There is a good reason why the concept of torture resists precise and scientific definition; it describes human behaviour and each human being is unique, with his own pain threshold, his own psychological make up, his own cultural conditioning. Furthermore, torture is a concept involving degree on a continuum ranging from discomfort to ill treatment, to unbearable pain and death, and a definition must resort in part to qualitative terms which are both relative and subjective.

Still, we can seek for some assistance from the UN Convention against Torture and other Cruel, Inhuman or Degrading Treatment or Punishment of 1984 (Art.1 (1)). The African system can also take some inspiration from the jurisprudence of European Court of Human Rights.

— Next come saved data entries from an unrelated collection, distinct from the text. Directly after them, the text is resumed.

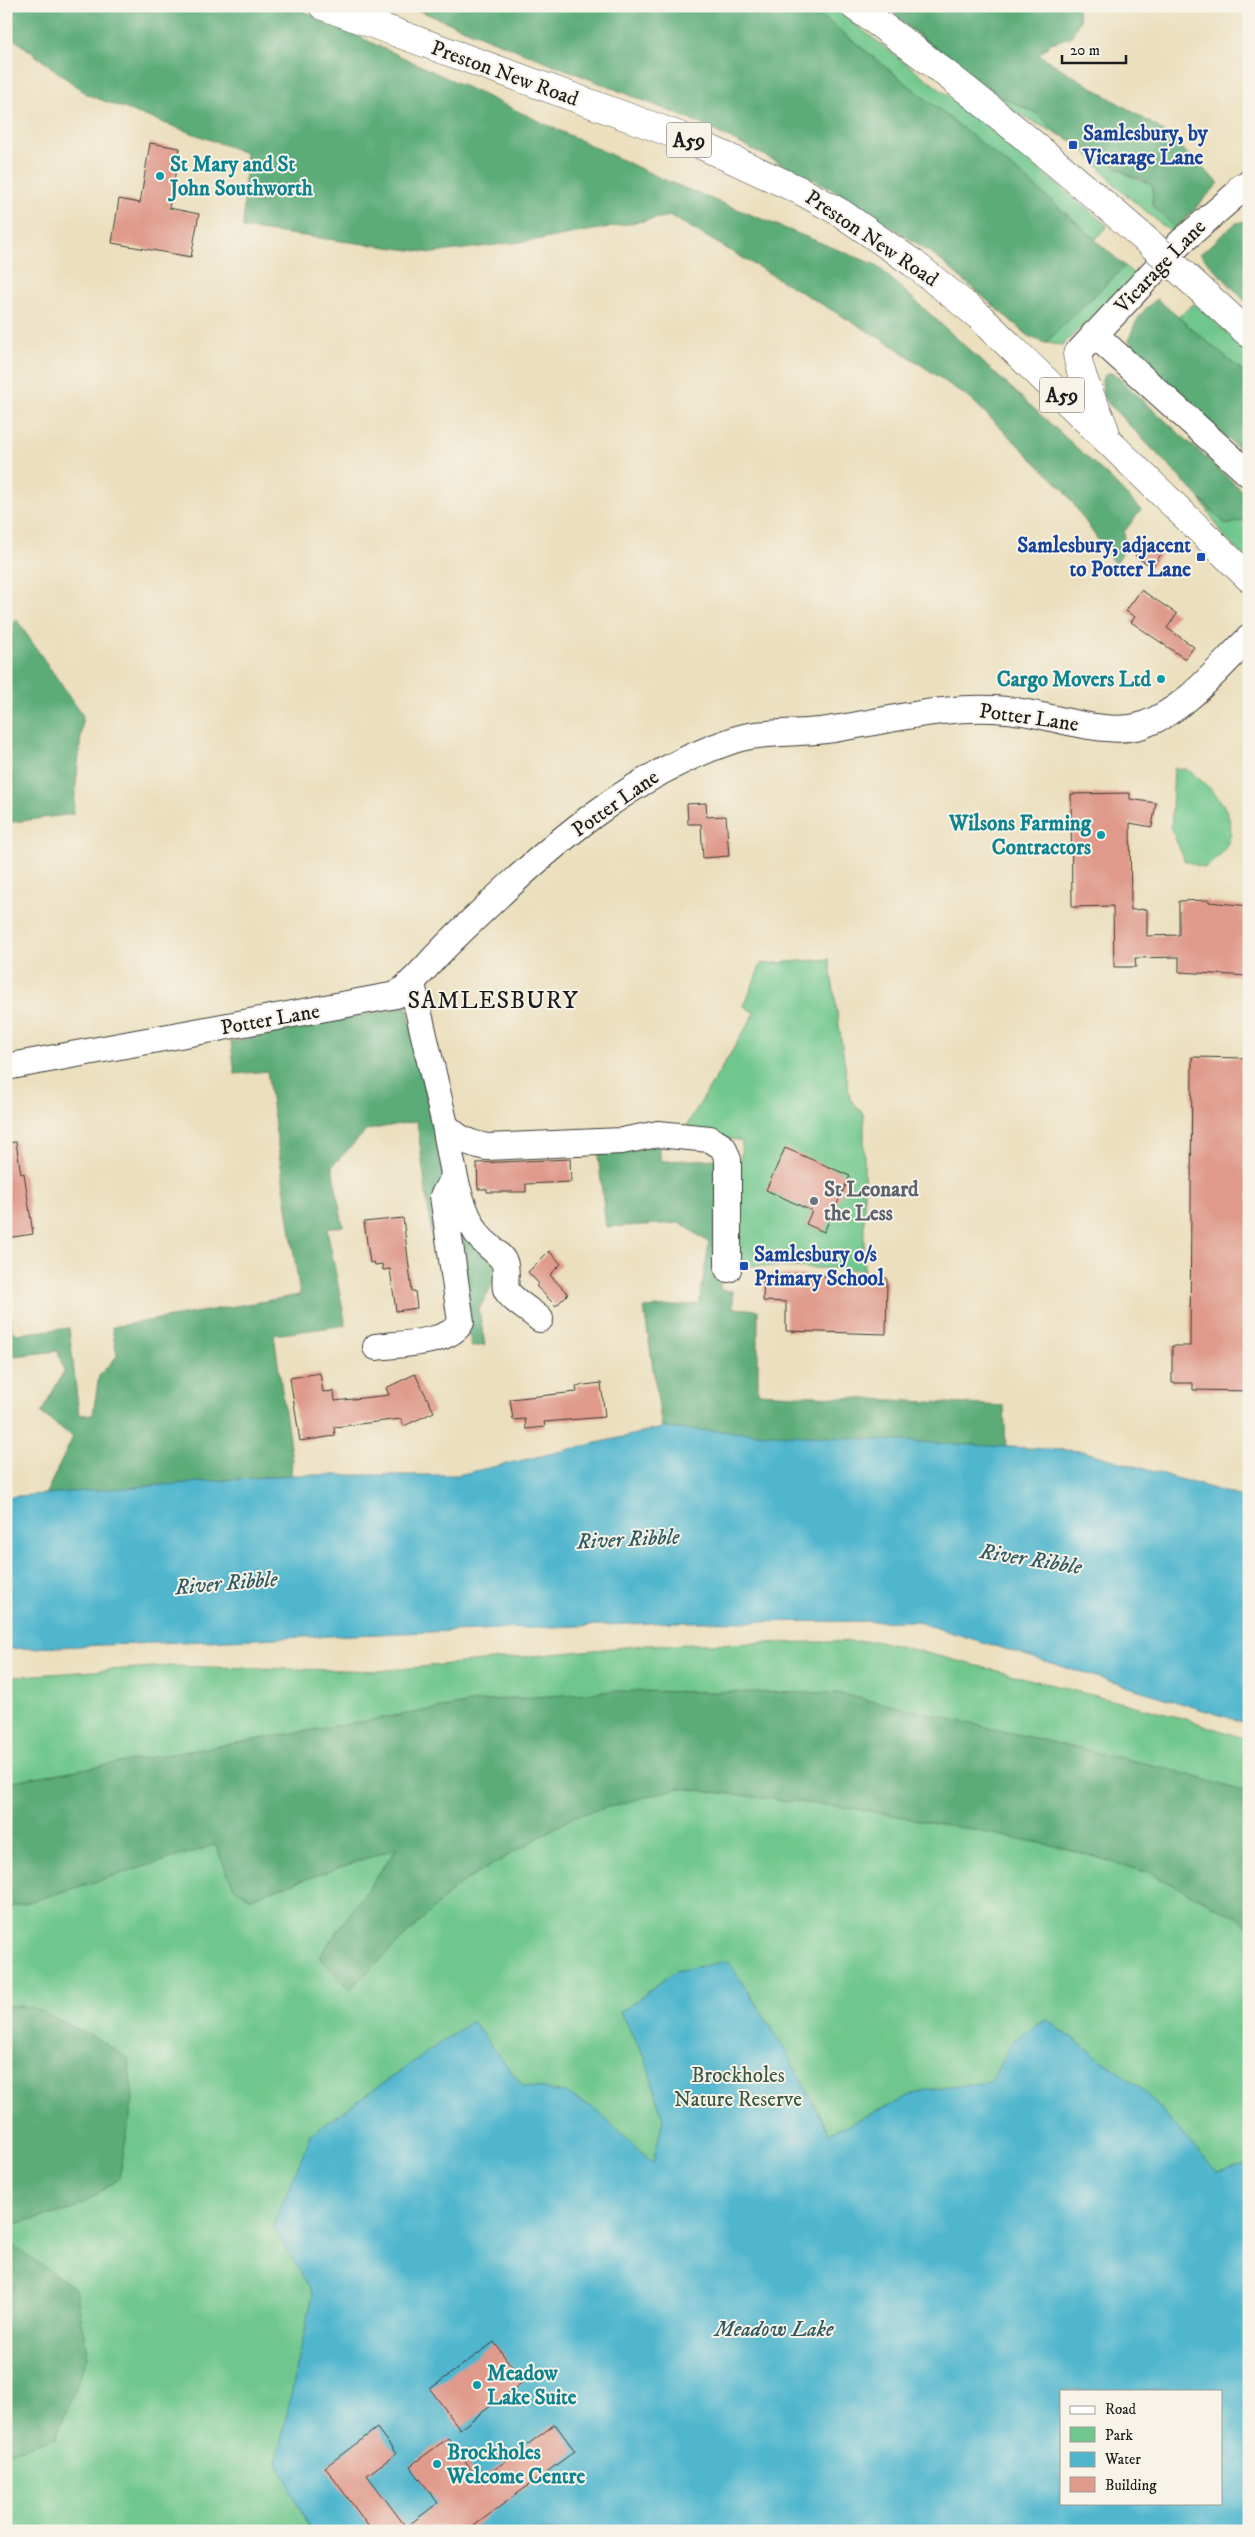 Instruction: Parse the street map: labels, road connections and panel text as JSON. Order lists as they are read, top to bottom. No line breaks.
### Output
{"streets":{"highway":["Preston New Road","A59"],"street":["Vicarage Lane","Potter Lane"]},"districts":["SAMLESBURY"],"water":["River Ribble","Meadow Lake"],"parks":["Brockholes Nature Reserve"],"places":{"transit":["Samlesbury, by Vicarage Lane","Samlesbury, adjacent to Potter Lane","Samlesbury o/s Primary School"],"other":["St Mary and St John Southworth","Cargo Movers Ltd","Wilsons Farming Contractors","St Leonard the Less","Meadow Lake Suite","Brockholes Welcome Centre"]},"legend":["Road","Park","Water","Building"],"scale_bar":"20 m"} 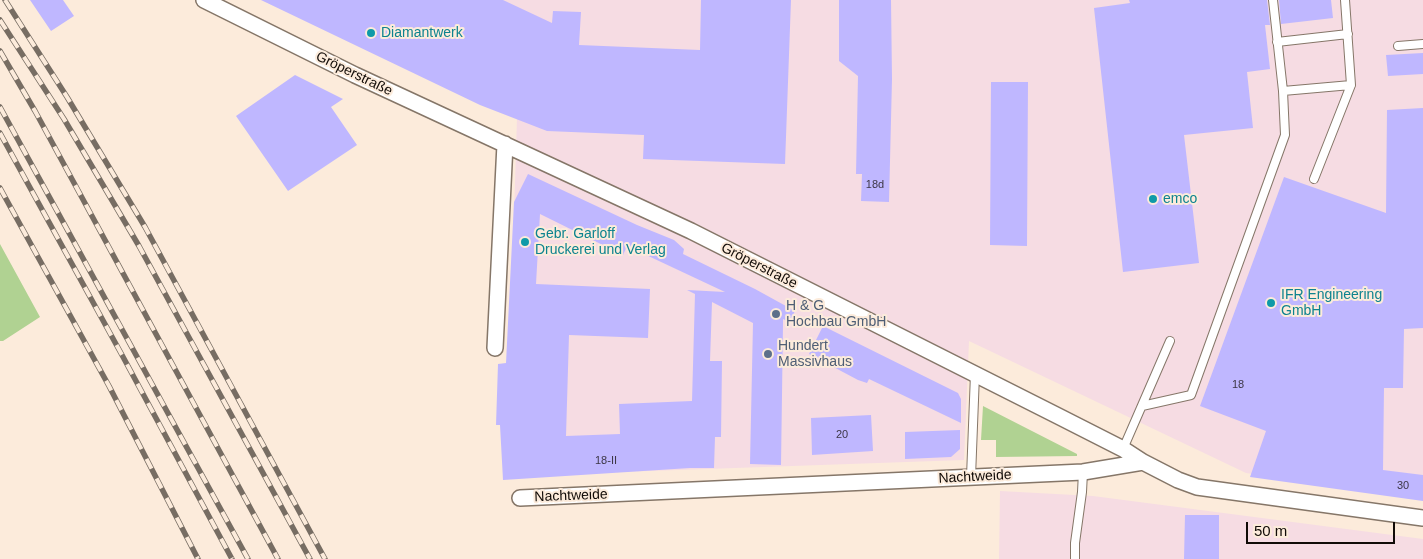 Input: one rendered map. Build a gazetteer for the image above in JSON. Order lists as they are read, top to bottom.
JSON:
{
  "streets": {
    "street": ["Gröperstraße", "Nachtweide"]
  },
  "crossings": [
    ["Gröperstraße", "Nachtweide"]
  ],
  "places": [
    "Diamantwerk",
    "emco",
    "Gebr. Garloff Druckerei und Verlag",
    "IFR Engineering GmbH",
    "H & G Hochbau GmbH",
    "Hundert Massivhaus"
  ],
  "house_numbers": [
    "18d",
    "18",
    "20",
    "18-II",
    "30"
  ],
  "scale_bar": "50 m"
} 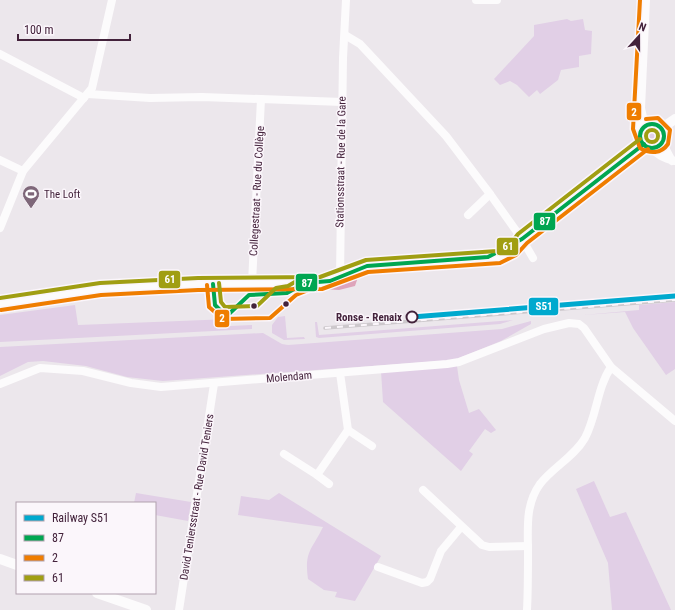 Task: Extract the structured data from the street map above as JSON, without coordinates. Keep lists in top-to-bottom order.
{
  "streets": {
    "street": [
      "Stationsstraat - Rue de la Gare",
      "Collegestraat - Rue du Collège",
      "Molendam",
      "David Teniersstraat - Rue David Teniers"
    ]
  },
  "crossings": [
    ["Molendam", "David Teniersstraat - Rue David Teniers"]
  ],
  "places": {
    "sports": ["The Loft"],
    "other": ["Ronse - Renaix"]
  },
  "lines": [
    "transit line 2",
    "transit line 87",
    "transit line 61",
    "rail line S51"
  ],
  "legend": [
    "Railway S51",
    "87",
    "2",
    "61"
  ],
  "scale_bar": "100 m",
  "north": "top"
}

The African Commission has found the violation of Article 5 from a number of communications against member states. Certain aspects of imprisonment have constituted violations of Article 5 such as overcrowding, beatings, torture, excessive solitary confinement, shacking within a cell, extremely poor quality of food and denial of access to adequate medical care. In another case the Commission held that article 5 prohibits not only torture, but also cruel, in human or degrading treatment. This includes not only actions which cause serious physical or psychological suffering, but which humiliate the individual or force him or her to act against his/her will or conscience. Nonetheless, in none of the above findings, the Commission did attempt to give meaning to those crucial terms used under Article 5. Therefore, it yet remains for the commission and now the newly established court to articulate as to what amounts to torture, cruel, in human and degrading punishments or treatment. There is nothing wrong to take lesson from the experiences of the other regional systems on the same topic from the point of view of universality of human rights.

  • The Right to Liberty and Security of Person (Art. 6)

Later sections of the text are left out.